5. Final Thoughts: I don’t think I’ve ever seen a series be so meticulous in the construction of its storytelling come out to be so meh. That’s not to say Double Decker is bad, or even mediocre–it’s a good series, especially compared to a lot of what aired in 2018. But whether it’s from a lack of episodes to give more development or whatever, it’s never quite “excellent”. Generally that’s not a criticism I would levy at a series–it’s hard for a show to be excellent when it’s the product of so many different people–but in Double Decker’s case you can tell every step of the storyline was deliberate. This episode is packed with call backs from prior cases, from Max’s case at the high school all the way back to episode four when they first showed Doug was a prankster. There’s even a reference to the first episode when we see Doug trapped and unable to finish his job, needing Kirill to help him out.
The people on this project were very good at setting things up and paying them off, but everything never quite came together in a way to make me love the show the way I would other series. Maybe it really is the episode count–the narrator was constantly pushing us forward, reminding us we couldn’t waste too much time on scenes or developing these characters.
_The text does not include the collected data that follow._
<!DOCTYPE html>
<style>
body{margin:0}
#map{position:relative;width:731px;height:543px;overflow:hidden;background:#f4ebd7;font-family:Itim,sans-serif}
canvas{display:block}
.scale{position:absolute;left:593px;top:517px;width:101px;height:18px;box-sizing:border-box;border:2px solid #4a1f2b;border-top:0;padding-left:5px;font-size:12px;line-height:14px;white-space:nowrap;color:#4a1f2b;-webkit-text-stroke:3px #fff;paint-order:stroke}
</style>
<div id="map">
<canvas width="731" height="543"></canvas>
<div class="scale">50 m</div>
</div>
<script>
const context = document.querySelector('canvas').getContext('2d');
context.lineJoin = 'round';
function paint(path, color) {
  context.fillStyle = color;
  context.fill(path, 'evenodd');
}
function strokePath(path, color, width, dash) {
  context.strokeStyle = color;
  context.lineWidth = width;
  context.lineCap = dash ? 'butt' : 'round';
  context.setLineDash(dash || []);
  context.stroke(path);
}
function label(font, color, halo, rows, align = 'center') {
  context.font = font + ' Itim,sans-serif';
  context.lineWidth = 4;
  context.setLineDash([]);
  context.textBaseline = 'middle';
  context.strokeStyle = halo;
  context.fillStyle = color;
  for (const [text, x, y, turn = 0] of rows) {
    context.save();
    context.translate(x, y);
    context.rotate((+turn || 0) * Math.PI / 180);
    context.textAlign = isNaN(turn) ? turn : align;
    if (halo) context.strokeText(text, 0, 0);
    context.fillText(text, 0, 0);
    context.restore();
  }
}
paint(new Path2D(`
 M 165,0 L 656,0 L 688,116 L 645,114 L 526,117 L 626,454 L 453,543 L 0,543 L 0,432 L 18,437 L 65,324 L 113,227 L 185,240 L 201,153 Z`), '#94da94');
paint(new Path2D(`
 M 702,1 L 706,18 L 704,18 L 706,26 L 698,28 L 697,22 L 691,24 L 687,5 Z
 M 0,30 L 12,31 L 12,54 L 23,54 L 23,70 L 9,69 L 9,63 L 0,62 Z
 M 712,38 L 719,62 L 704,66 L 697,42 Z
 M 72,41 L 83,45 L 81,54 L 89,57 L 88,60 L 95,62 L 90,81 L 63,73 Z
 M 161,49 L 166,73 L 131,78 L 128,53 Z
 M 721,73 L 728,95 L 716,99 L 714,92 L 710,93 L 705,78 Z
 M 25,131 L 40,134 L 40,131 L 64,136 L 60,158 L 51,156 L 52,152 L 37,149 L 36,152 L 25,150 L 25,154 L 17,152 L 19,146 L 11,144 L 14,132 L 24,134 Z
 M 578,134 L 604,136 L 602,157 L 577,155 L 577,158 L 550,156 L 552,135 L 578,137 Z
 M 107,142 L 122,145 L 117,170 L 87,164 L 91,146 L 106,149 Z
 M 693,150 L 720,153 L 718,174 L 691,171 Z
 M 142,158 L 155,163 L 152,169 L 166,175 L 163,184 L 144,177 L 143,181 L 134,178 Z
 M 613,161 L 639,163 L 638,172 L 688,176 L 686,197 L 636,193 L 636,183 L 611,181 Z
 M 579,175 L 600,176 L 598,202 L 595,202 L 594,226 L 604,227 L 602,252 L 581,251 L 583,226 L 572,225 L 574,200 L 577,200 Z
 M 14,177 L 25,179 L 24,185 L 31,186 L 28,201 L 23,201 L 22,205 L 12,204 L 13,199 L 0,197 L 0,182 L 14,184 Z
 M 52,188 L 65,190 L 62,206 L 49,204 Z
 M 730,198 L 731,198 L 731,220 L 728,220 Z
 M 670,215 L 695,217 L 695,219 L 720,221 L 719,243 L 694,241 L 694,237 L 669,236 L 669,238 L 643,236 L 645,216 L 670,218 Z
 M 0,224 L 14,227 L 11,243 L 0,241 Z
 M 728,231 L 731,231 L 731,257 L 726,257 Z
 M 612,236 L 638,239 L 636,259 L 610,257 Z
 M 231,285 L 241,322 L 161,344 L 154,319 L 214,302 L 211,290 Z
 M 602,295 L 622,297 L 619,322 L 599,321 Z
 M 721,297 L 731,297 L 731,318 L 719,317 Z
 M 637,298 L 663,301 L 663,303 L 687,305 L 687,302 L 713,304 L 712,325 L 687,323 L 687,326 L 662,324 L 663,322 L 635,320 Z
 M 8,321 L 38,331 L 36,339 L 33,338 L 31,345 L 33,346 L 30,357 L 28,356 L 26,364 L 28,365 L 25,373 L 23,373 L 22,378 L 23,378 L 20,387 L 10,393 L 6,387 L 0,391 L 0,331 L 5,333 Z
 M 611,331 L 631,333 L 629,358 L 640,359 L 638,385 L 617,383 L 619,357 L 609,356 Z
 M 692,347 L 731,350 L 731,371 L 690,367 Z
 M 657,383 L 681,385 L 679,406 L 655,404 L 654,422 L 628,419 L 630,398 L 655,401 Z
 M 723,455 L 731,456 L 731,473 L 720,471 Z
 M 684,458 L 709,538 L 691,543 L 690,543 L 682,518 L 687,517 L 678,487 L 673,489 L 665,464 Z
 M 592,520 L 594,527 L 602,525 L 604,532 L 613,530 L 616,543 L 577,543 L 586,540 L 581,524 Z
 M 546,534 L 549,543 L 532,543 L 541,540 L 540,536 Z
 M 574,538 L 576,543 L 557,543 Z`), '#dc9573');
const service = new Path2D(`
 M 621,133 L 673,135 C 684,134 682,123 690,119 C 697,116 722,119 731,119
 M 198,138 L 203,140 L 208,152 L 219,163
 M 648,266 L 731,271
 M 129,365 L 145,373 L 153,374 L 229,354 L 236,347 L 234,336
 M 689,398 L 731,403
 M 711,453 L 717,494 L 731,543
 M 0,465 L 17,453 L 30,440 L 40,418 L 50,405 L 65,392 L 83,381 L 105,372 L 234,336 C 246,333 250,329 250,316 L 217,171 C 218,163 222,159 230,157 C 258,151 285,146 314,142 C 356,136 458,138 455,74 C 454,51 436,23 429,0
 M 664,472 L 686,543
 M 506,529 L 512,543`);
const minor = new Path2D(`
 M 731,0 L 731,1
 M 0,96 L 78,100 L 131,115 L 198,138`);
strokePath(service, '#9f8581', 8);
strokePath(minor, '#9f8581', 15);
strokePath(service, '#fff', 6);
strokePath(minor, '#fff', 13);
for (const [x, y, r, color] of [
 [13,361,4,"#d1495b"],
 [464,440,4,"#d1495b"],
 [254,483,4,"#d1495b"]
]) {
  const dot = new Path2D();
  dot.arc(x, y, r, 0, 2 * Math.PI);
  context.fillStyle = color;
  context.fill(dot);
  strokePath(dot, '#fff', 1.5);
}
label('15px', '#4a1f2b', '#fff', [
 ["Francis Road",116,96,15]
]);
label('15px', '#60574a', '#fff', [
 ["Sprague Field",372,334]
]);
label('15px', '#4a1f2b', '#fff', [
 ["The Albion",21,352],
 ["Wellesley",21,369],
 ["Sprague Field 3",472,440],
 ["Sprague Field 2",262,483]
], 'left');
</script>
Blood Blockade Battlefront, a similar urban sci-fi series, gave its characters time to develop and viewers a chance to breathe in the atmosphere of the world. Even often feeling like it was meandering rather than pushing towards a goal, it was a much stronger show for it. Double Decker was just all about the cases from jump, and even if it was going somewhere interesting it couldn’t get there in the 13 episodes it was given.
Still, in a medium where fanservice is far too common, and every other series seems to be trying to anthropomorphize refrigerators as teenage girls, this stands out just for not playing into too many of the most worn anime tropes. It’s by no means legendary, but it earns a spot on the Anime Series You Can Show to Newcomers list, which is far shorter than any of us would like to admit.
Double Decker is available on Crunchyroll and Funimation.